In this experiment, unlike the next results, the whole annotation process is iterated a number of times in an attempt to discover more symptoms. For the pattern mining module, there is no amelioration because after the first iteration, symptom placeholders cover more parts of the sequence, and the new symptoms are noisy. We almost never find a new symptom after the first iteration. An interesting perspective would be to try this iterative learning with different data set each time, by splitting the data into subsets. It is different for the CRF module, it learns more and more new symptoms at each iterations, but unfortunately it is also mainly noise because the precision tends to decrease.

4 Related Work

To our knowledge, there is no annotated dataset which can be used to train a supervised model specific for symptom recognition. Most of the studies are based on clinical reports or narrative corpora without symptom annotation and therefore can not be used in our context for symptom monitoring. Such corpora include the Mayo Clinic corpus [15] and the 2010i2b2/VA Challenge corpus [18]. Other existing biomedical datasets annotate only diseases; they include the NCBI disease corpus [4] which consists of 793 PubMed abstracts with 6,892 disease mentions and 790 unique disease concepts mapped to the Medical Subject Headings (MeSH),Footnote 7 and the Arizona Disease Corpus (AZDC) [9] which contains 2,784 sentences from MEDLINE abstracts annotated with disease mentions and mapped to the Unified Medical Language System (UMLS)Footnote 8.

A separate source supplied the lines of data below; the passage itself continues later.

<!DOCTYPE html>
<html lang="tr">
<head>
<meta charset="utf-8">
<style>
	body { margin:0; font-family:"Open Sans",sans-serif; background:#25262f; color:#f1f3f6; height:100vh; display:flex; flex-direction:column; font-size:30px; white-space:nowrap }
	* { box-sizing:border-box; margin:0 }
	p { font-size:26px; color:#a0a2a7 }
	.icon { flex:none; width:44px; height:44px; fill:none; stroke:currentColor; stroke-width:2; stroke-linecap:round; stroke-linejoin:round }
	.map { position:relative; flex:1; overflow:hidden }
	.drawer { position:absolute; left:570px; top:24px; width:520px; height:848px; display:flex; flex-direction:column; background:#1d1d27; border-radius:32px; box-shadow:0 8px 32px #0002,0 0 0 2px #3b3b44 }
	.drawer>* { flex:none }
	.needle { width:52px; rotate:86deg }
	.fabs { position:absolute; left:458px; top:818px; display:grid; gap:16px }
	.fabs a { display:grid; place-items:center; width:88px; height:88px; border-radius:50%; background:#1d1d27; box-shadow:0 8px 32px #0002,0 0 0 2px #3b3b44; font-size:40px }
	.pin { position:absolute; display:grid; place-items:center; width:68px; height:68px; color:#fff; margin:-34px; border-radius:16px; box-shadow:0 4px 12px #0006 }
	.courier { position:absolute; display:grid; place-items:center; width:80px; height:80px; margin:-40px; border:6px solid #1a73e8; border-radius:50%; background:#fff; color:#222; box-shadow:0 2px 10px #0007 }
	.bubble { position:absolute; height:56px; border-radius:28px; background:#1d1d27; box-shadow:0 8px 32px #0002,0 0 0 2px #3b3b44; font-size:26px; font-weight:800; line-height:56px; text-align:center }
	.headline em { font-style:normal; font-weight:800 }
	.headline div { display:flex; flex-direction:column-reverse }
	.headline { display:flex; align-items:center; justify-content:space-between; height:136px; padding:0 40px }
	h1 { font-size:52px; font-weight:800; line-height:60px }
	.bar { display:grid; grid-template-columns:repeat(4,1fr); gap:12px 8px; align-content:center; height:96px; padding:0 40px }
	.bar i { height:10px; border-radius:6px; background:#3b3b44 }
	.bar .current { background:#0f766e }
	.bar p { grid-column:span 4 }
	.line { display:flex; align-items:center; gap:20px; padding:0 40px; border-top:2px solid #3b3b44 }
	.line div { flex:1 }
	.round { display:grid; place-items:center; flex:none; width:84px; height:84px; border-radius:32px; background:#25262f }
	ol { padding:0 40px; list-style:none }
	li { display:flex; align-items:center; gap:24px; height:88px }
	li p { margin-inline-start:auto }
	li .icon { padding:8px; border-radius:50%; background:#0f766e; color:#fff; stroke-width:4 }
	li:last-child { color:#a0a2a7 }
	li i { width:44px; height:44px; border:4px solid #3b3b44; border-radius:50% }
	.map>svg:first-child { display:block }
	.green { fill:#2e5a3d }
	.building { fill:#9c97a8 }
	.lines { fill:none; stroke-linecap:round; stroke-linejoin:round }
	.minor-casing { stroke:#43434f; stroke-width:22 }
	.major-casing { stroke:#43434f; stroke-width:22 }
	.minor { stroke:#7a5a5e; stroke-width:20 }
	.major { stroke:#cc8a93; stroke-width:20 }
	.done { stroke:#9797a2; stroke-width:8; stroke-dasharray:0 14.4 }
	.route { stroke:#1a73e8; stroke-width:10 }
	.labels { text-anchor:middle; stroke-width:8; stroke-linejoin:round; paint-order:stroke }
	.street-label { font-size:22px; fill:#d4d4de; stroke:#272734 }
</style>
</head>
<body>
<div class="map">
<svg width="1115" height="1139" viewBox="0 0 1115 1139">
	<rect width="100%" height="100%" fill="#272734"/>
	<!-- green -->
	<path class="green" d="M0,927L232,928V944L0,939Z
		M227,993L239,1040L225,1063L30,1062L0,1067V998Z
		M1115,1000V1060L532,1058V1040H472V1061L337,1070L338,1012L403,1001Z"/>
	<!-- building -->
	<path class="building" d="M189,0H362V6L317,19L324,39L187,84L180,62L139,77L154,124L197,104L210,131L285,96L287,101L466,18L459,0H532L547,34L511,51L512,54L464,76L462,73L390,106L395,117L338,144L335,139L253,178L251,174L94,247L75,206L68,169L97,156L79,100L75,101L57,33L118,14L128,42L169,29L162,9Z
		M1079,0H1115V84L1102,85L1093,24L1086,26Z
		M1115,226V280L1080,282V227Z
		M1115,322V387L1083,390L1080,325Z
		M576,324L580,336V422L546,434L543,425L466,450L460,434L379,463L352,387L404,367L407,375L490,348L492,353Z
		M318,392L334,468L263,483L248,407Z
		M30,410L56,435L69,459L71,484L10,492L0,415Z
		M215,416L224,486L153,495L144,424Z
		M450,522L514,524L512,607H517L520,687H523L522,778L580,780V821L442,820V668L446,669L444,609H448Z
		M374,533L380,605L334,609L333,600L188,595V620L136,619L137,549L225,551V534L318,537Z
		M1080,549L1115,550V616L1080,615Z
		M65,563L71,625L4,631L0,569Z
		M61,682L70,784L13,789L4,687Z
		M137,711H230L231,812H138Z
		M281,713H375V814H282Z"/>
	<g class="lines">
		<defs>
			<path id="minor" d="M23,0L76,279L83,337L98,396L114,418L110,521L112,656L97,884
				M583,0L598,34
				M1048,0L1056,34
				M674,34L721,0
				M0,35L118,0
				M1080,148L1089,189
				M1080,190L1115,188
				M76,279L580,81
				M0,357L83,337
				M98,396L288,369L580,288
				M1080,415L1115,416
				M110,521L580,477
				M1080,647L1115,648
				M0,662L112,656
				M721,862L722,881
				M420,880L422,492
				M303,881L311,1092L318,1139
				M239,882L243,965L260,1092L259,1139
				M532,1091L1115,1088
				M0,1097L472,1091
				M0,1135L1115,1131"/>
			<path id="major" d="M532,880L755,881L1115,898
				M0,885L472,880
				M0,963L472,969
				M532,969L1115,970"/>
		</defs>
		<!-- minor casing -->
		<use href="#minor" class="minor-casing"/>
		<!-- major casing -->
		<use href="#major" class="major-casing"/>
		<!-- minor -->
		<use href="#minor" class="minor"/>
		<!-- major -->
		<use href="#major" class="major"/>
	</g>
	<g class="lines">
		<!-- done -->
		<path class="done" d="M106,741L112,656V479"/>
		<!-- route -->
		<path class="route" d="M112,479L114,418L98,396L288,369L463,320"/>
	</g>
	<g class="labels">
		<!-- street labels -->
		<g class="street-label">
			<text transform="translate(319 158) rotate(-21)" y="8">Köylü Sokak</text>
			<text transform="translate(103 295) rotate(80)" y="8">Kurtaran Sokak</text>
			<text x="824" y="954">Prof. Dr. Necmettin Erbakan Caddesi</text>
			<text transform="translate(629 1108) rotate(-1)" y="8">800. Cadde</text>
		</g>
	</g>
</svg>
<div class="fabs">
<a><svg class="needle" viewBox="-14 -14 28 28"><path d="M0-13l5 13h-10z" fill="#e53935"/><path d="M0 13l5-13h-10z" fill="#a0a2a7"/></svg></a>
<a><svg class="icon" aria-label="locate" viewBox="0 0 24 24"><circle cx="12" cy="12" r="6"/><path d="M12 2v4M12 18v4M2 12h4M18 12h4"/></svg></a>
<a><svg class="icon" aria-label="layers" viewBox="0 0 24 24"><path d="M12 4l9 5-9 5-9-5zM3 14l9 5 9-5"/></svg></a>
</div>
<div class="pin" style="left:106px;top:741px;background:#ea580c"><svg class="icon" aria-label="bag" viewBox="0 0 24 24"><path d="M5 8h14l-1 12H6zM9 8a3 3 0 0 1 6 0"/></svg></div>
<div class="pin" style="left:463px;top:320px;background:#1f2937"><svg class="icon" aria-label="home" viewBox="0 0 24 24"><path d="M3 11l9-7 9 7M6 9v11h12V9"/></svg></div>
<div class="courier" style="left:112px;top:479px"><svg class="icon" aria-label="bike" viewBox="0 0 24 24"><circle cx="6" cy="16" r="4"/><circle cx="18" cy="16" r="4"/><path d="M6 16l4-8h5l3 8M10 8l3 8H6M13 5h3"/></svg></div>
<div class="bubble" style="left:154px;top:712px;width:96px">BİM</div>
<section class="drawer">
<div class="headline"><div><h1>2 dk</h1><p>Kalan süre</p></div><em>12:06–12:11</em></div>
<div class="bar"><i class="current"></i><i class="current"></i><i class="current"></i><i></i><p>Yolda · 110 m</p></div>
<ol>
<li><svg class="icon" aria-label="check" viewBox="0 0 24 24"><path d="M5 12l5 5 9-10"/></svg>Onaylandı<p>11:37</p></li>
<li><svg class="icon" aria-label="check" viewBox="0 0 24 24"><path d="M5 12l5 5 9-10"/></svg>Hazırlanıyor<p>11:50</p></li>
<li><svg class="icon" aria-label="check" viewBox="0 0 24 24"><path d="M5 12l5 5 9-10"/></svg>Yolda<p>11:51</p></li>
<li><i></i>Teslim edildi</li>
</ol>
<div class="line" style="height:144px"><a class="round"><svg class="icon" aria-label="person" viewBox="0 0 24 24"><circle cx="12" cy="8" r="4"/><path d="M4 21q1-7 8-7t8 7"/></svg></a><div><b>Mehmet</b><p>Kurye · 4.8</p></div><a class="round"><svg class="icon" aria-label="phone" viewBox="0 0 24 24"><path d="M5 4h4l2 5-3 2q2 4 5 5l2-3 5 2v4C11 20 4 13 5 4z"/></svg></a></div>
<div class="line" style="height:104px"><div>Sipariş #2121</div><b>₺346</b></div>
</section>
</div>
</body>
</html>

Symptom recognition [10] is a relatively new task, often included in more general categories such as clinical concepts [19], medical problems [18] or phenotypic information [16]. Even on these categories, few studies take advantage of considering the linguistic context in which symptoms appear, and they are more focused on the linguistic analysis. In [15], the authors notice that most of the symptoms are given in relation with an anatomic location, while in [7] the authors state, after annotating their corpus with MeSH, that 75 % of the signs and symptoms co-occur with up to five other signs and symptoms in a sentence. None of the above work was concerned with fully automatic symptom recognition.

5 Conclusion

We have described a system that enable the use of different learning modules for a symptom recognition task in biomedical texts. For the numeric approach we used a CRF module which maximized the precision and for the symbolic approach we used a pattern mining module which maximize the recall. We introduced a new semantic constraint for the pattern mining process which remove redundant patterns without decline in the scoring. Both approach (symbolic and numerical) have been combined to further enhanced the results. A first future direction will be to enhance the combination of the modules. An idea is to use the patterns extracted as features for the CRF. A second future direction is to enhance our similarity constraint to take into account more distant redundancy in a pattern, or to apply the constraint differently in function of the words part-of-speech.